» Your instructions
In the entries that follow, find the line containing "display:flex; align-items:center; gap:24px;"; from there, copy every line exactly through the line containing "M1584,11L1630,23L1627,34L1581,21Z".

═════ Data for this task ═════

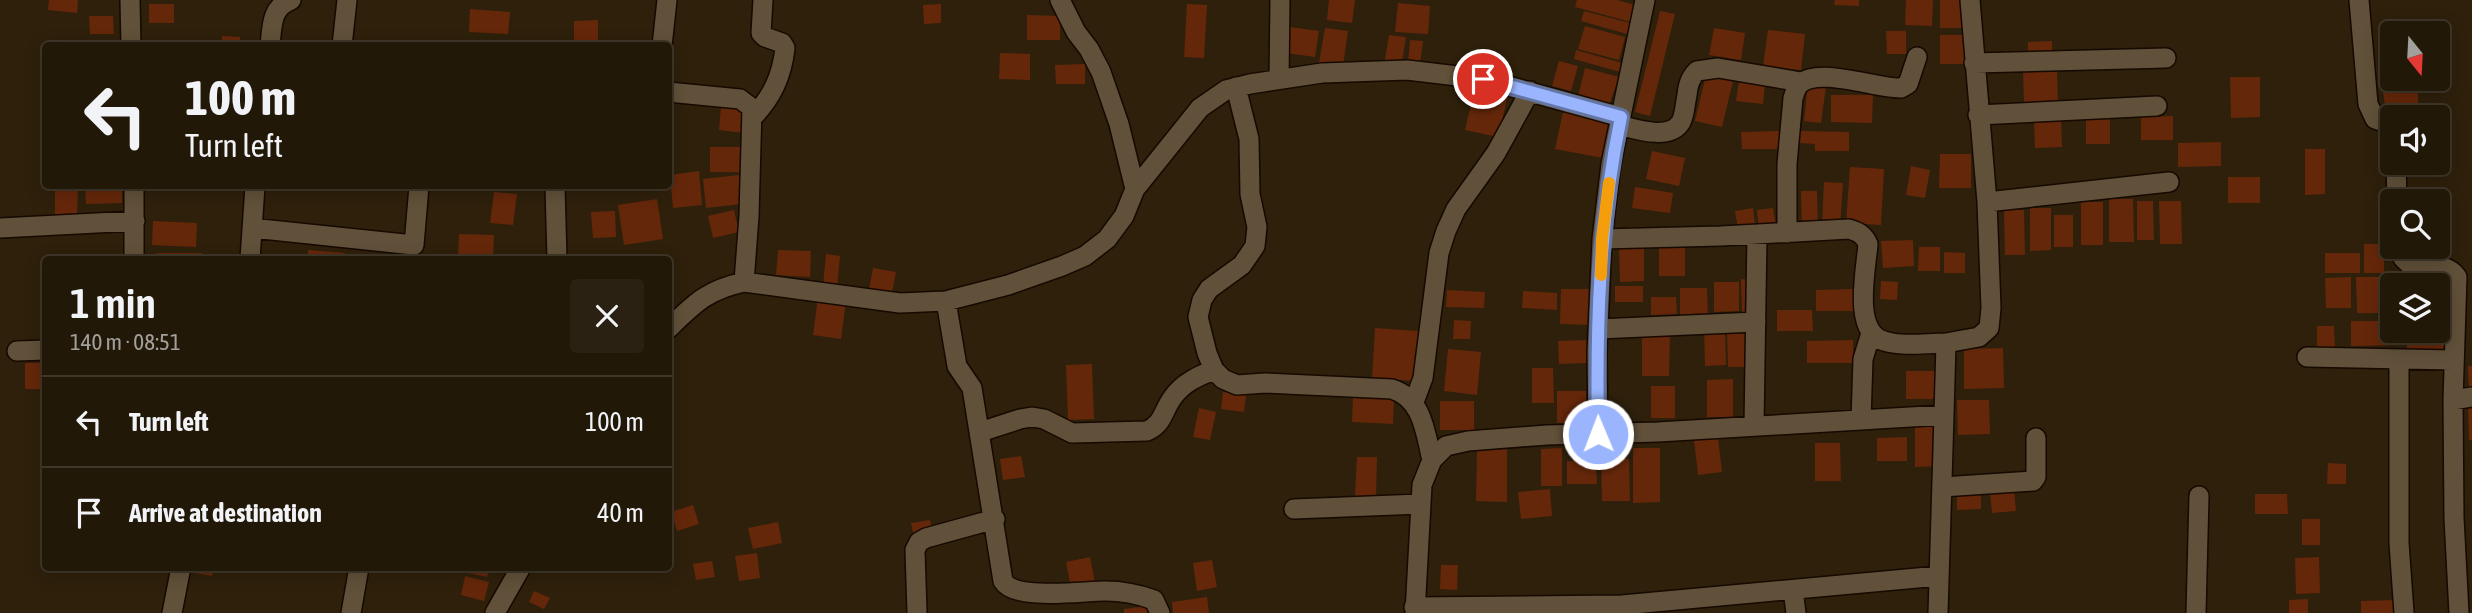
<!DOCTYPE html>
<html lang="en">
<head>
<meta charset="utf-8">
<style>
  body { margin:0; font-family:"Asap Condensed",sans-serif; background:#2a2112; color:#f1f3f6; height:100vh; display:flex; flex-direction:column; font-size:26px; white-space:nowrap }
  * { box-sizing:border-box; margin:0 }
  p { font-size:23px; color:#a2a09c }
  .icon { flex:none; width:38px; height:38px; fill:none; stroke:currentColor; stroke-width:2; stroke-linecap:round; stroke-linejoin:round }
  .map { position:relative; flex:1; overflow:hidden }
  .panel { position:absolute; left:42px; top:256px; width:630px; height:315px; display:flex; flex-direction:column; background:#221808; border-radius:7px; box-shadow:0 4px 18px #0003,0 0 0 2px #3f3729 }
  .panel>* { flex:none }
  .banner { position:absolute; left:42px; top:42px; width:630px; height:147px; border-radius:7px; box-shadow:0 4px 18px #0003,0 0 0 2px #3f3729; background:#221808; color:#f1f3f6; overflow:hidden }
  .needle { width:46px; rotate:162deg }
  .buttons { position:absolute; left:2380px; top:21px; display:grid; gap:14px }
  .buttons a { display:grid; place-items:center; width:70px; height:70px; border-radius:7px; background:#221808; box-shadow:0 4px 18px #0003,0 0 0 2px #3f3729; font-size:35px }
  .pin { position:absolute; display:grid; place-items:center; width:60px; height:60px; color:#fff; margin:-30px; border:4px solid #fff; border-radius:50%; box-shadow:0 2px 7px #0007 }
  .me { position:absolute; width:77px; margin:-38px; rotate:359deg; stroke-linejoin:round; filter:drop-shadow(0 0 5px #0008) }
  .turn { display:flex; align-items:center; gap:24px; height:147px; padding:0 28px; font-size:32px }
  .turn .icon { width:91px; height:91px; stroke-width:2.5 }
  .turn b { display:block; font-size:49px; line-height:60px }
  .round { display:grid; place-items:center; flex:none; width:74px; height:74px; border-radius:7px; background:#2a2112 }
  .summary { display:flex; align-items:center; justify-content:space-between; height:119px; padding:0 28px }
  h1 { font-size:42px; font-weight:600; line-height:52px }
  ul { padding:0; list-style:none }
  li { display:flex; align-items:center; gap:21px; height:91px; padding:0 28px; border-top:2px solid #3f3729 }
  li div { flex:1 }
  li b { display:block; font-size:26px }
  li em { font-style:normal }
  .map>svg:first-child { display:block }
  .building { fill:#65270a }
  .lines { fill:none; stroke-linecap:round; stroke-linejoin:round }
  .minor-casing { stroke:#160900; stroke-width:22 }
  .minor { stroke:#61513a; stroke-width:19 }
  .route-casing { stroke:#6476a4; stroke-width:18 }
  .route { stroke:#9ab5fd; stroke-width:12 }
  .slow { stroke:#f59e0b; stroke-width:12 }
</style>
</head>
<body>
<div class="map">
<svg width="2472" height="613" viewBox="0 0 2472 613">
  <rect width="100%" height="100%" fill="#2e200b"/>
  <!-- building -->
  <path class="building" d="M49,0H78L77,13L48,10Z
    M1329,0H1355L1352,23L1327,20Z
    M1577,0H1617L1635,5L1631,22L1575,7Z
    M1835,0H1859V6L1834,5Z
    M1906,0H1933L1932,26L1905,25Z
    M1940,0H1965V28H1940Z
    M1398,3L1430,6L1428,34L1395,32Z
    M149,4H174V23H149Z
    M941,4V23L924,24L923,5Z
    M1187,4L1207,5L1204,58L1184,57Z
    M470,9L510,12L508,34L469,32Z
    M1584,11L1630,23L1627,34L1581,21Z
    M1660,11L1675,14L1650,116L1635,112Z
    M1027,15L1060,16V40H1027Z
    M89,16H113L114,34H90Z
    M598,20V42H574V21Z
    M1585,26L1625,37L1619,60L1578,49Z
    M1290,27L1319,31L1315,57L1286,53Z
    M1325,28L1348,31L1343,66L1319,63Z
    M1714,28L1745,33L1741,60L1709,55Z
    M1768,30L1805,34L1801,70L1763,66Z
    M1886,31H1906V54H1887Z
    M1389,35L1406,37L1401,68L1384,66Z
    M1940,35H1965L1964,64H1940Z
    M222,36L240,37V46H222Z
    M1410,40L1423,41L1420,64L1408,63Z
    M2052,41V55L2028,56V42Z
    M1576,50L1622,63L1620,72L1574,59Z
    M1000,53L1030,54V80L999,79Z
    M1559,61L1578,66L1571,91L1552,86Z
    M1085,64V84H1056L1055,65Z
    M1585,68L1619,77L1609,105L1578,96Z
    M2057,68L2058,104L2024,105L2023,69Z
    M1706,75L1733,81L1722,127L1695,121Z
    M2230,77H2260V117L2231,118Z
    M1739,81L1765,84L1763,104L1736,101Z
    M1808,84L1826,86L1821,123L1804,121Z
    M2417,86L2419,110L2386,114L2383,90Z
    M1475,87L1508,95L1498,137L1465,130Z
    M1831,95H1873L1872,123L1831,122Z
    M721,107L746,109L744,133L719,130Z
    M1563,112L1610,121L1603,158L1555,149Z
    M2173,116V140H2141V117Z
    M2034,117H2061L2062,147L2035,148Z
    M2086,118H2110V144H2086Z
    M1779,131V149H1742L1741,132Z
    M1800,131L1849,132V151H1815V144L1800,143Z
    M2221,142V166L2178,167V143Z
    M710,147H745L744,172H710Z
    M2305,149H2325V194L2305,195Z
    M1652,151L1685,158L1679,186L1646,179Z
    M1940,154H1971V188H1939Z
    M1911,166L1930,170L1925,198L1906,195Z
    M1850,167L1884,169L1881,225L1846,223Z
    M699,171L702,205L673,208L670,175Z
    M739,175L742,204L706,208L703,179Z
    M2228,177H2260V203H2228Z
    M1824,182L1843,183L1840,227L1822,226Z
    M85,186H122V203L86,204Z
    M1635,187L1673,193L1670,213L1632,208Z
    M55,189L78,190L77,216L55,215Z
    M1801,191H1817L1818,227L1802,228Z
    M494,192L517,194L513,225L490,223Z
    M657,199L663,239L624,245L618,205Z
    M2109,199H2133L2134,242H2109Z
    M2137,201H2153L2154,240H2137Z
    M2159,201H2181L2182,244H2160Z
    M2081,202H2103V245H2081Z
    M1753,208L1755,226L1738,229L1735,211Z
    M1773,208L1776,227L1759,230L1757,210Z
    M2030,208H2051V250L2030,251Z
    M734,210L739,232L713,238L708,216Z
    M2004,210H2024L2025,255H2005Z
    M615,211L616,237L593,238L591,212Z
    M2054,215H2073V247H2054Z
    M153,221L197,223L196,247L152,245Z
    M459,234L494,235L493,259H458Z
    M1913,240L1914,266L1883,268L1881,241Z
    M1644,244V281L1620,282L1619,245Z
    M2364,244H2384V273H2364Z
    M1659,247H1685V276H1659Z
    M1919,247H1940V271H1918Z
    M308,250L345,253L344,259H308Z
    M778,250L811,251L810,277L776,275Z
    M1944,252L1965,253V273H1944Z
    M156,253H202L201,259H156Z
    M2325,253H2360V273H2325Z
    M826,254L840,256L837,288L823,286Z
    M873,268L896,272L891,298L868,294Z
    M2426,276H2447V312H2438V285H2426Z
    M2351,277V308H2326L2325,278Z
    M2356,277H2399V285H2392V313H2357Z
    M1741,279L1754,280V314L1742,313Z
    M1881,281L1898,282L1897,300L1880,299Z
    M1714,282H1739V311L1714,312Z
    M1615,286H1643V302H1615Z
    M1680,288H1707L1708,317H1680Z
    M1561,289H1589V325L1560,324Z
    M1855,289V311H1816V290Z
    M1447,290L1485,292L1484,308L1446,307Z
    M1523,291L1557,293V310L1522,308Z
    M818,297L846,301L841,339L813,335Z
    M1651,297H1676L1677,314L1651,315Z
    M1777,310H1812L1813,331H1777Z
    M1454,320L1471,321L1470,339H1453Z
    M2351,321H2392V331H2397V345L2351,346Z
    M2317,326H2334L2335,350H2317Z
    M1375,328L1418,331L1415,381L1372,378Z
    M1727,329H1748L1749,367H1728Z
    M1704,330H1725L1726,365L1705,366Z
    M1642,334H1670L1669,376H1642Z
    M2445,337V354H2407V338Z
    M1588,340V363L1559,364L1558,341Z
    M1853,340V363H1807V341Z
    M2003,348L2004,388L1964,389V349Z
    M1448,349L1481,352L1477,395L1444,391Z
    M25,363H46V389H25Z
    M1092,364L1094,419L1068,420L1066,365Z
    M2468,366H2472V389H2469Z
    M1532,368H1553L1554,403H1532Z
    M1906,371H1938V399H1906Z
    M1733,379V417H1707V380Z
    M1651,386H1675V418H1651Z
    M1557,391H1586V423H1557Z
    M1223,392L1246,395L1244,412L1221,409Z
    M1353,398L1394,399L1393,424L1352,422Z
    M1957,400H1989L1990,434L1958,435Z
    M1440,401H1474V430H1440Z
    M2468,404H2472V440H2469Z
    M1199,408L1216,412L1210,440L1193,437Z
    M1915,425H1937L1938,466L1915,467Z
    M1718,437L1722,472L1698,475L1694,440Z
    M1907,437V461H1877V438Z
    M1815,443H1840L1841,481H1815Z
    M1562,448V486H1541V449Z
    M1633,448H1660V502L1633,503Z
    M1477,449H1507V502L1476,501Z
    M1021,456L1025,477L1003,480L1000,459Z
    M1357,457H1377L1376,497L1355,496Z
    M1601,459H1629L1630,501H1602Z
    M1567,461H1596L1597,484H1567Z
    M2328,463L2346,464V484H2327Z
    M1550,489L1552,516L1521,519L1518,492Z
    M1981,489V509L1957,510V490Z
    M2014,490L2016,511L1992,513L1990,492Z
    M2255,494H2287L2288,514H2255Z
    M693,505L699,524L677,531L671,512Z
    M2302,519H2320V545H2302Z
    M930,520L933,534L914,538L911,523Z
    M778,522L782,543L753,549L748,528Z
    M757,553L760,578L739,581L735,556Z
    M1090,557L1095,583L1071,588L1066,562Z
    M2319,557L2320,593L2296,594L2295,558Z
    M1212,560L1217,587L1197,591L1193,563Z
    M712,561L715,577L696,580L693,564Z
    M1441,565H1458L1457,590L1440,589Z
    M197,567H214L212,576L196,573Z
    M455,567H489L487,577L455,570Z
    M465,576L489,582L484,601L461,595Z
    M534,591L550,598L544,609L529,602Z
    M1207,597L1209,613H1173L1172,602Z
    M2308,599V613H2289V600Z
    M2395,600V613H2361V601Z
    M1148,606L1149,613H1124V609Z"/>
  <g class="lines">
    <!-- minor casing -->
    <g class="minor-casing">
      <path id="minor" d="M130,0L131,46
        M2359,0L2368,104L2375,119L2387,123L2392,131
        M270,46C272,27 271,7 291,0
        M342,46L347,0
        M662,46L667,0
        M1974,63L2166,58
        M1279,79L1280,0
        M1236,87L1249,139L1250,194L1257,227L1255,246L1242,265L1209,289L1202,300L1198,317L1207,353L1214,370L1223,379L1237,385L1265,383L1392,389C1423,399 1425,432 1432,460
        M668,92L740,99L752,108L749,216L744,282
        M1978,115L2157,106
        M753,117C772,97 782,76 785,48L782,43L765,37L761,33L763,0
        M1619,125C1635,129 1670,141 1681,122C1685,114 1685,104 1687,95C1688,85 1690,78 1697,71L1718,68L1801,82
        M2396,163L2397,201
        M555,186L557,259
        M1135,189L1200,108L1226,90L1250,84L1322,73L1407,70L1483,79L1621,117
        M1987,202L2169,182
        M0,228L135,221
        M252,228L414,245L419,186
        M1787,233V164L1793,98C1795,93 1796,86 1801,83C1820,67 1878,89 1901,88L1908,84L1917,57
        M1602,239L1721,236L1849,229C1859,232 1864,235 1868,244C1866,270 1852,332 1884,341C1903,347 1926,343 1946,343
        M2399,247L2403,258L2409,264C2425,268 2447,261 2457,277L2453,400
        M134,259V186
        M250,259L255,186
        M946,301L957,366L972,388L1003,581C1015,601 1082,591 1105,591C1121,591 1138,594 1154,600L1160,613
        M668,329C695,303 707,290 744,282L900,303L946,301L1008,285L1062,266L1085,256L1107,239L1124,216L1135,189L1119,124L1101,72L1089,49L1076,32L1060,0
        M1598,329L1756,322
        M17,351L46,350
        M2307,357L2453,360
        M2399,359V543L2404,613
        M1414,402L1423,378L1439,253L1446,231L1456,209L1496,153L1530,91
        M1944,415L1946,343L1979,337L1989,328L1991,308L1987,202L1970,0
        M1861,420L1863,359L1871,333
        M1754,426L1757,234
        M980,432L1020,419L1032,417L1044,419L1072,433L1147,431C1164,423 1162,412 1173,397C1183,383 1198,376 1214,370
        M1598,434L1597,352L1602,239L1611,164L1645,0
        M1942,487L2033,481L2036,477V438
        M1294,509L1420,504
        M1793,590L1796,613
        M1414,607L1622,605L1939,576
        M172,613L181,567
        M351,613L359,567
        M495,613L521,567
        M917,613L915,550L919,542L926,538L995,519
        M1415,613L1422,485L1432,460L1446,446L1468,441L1547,435L1658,432L1944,415L1938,613
        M2196,613L2199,496
        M2459,613L2454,518L2453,400L2472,397"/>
    </g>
    <!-- minor -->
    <use href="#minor" class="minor"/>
  </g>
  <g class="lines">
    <!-- route casing -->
    <g class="route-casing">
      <path id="route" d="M1483,79L1621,117C1599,221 1596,328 1598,434"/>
    </g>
    <!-- route -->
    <use href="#route" class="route"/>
    <!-- slow -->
    <path class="slow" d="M1601,275L1602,239L1609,183"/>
  </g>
</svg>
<div class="buttons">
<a><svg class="needle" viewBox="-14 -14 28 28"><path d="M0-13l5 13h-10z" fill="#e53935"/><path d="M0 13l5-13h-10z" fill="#a2a09c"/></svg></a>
<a><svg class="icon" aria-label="sound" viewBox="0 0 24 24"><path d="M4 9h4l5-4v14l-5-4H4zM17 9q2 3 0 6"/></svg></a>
<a><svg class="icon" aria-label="search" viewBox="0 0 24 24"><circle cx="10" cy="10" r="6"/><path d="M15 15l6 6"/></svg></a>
<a><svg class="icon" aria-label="layers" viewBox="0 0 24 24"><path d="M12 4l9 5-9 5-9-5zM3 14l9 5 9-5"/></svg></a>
</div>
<div class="pin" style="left:1483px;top:79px;background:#d93025"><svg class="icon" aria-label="arrive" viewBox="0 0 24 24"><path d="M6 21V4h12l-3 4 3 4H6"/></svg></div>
<svg class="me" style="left:1598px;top:434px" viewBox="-20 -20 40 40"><circle r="17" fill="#9ab5fd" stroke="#fff" stroke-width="3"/><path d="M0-11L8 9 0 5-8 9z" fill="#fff"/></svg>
<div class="banner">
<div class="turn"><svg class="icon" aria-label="left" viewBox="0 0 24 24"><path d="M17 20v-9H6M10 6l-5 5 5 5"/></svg><div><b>100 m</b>Turn left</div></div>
</div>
<section class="panel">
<div class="summary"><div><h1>1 min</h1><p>140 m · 08:51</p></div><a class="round"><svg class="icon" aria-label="close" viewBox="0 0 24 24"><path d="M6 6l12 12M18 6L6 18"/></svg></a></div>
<ul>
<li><svg class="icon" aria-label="left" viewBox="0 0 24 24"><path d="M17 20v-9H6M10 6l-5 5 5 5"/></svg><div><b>Turn left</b></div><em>100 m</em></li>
<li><svg class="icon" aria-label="arrive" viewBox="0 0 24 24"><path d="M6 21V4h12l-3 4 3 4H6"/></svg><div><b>Arrive at destination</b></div><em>40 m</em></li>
</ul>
</section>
</div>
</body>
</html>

═════

» Written response
  .turn { display:flex; align-items:center; gap:24px; height:147px; padding:0 28px; font-size:32px }
  .turn .icon { width:91px; height:91px; stroke-width:2.5 }
  .turn b { display:block; font-size:49px; line-height:60px }
  .round { display:grid; place-items:center; flex:none; width:74px; height:74px; border-radius:7px; background:#2a2112 }
  .summary { display:flex; align-items:center; justify-content:space-between; height:119px; padding:0 28px }
  h1 { font-size:42px; font-weight:600; line-height:52px }
  ul { padding:0; list-style:none }
  li { display:flex; align-items:center; gap:21px; height:91px; padding:0 28px; border-top:2px solid #3f3729 }
  li div { flex:1 }
  li b { display:block; font-size:26px }
  li em { font-style:normal }
  .map>svg:first-child { display:block }
  .building { fill:#65270a }
  .lines { fill:none; stroke-linecap:round; stroke-linejoin:round }
  .minor-casing { stroke:#160900; stroke-width:22 }
  .minor { stroke:#61513a; stroke-width:19 }
  .route-casing { stroke:#6476a4; stroke-width:18 }
  .route { stroke:#9ab5fd; stroke-width:12 }
  .slow { stroke:#f59e0b; stroke-width:12 }
</style>
</head>
<body>
<div class="map">
<svg width="2472" height="613" viewBox="0 0 2472 613">
  <rect width="100%" height="100%" fill="#2e200b"/>
  <!-- building -->
  <path class="building" d="M49,0H78L77,13L48,10Z
    M1329,0H1355L1352,23L1327,20Z
    M1577,0H1617L1635,5L1631,22L1575,7Z
    M1835,0H1859V6L1834,5Z
    M1906,0H1933L1932,26L1905,25Z
    M1940,0H1965V28H1940Z
    M1398,3L1430,6L1428,34L1395,32Z
    M149,4H174V23H149Z
    M941,4V23L924,24L923,5Z
    M1187,4L1207,5L1204,58L1184,57Z
    M470,9L510,12L508,34L469,32Z
    M1584,11L1630,23L1627,34L1581,21Z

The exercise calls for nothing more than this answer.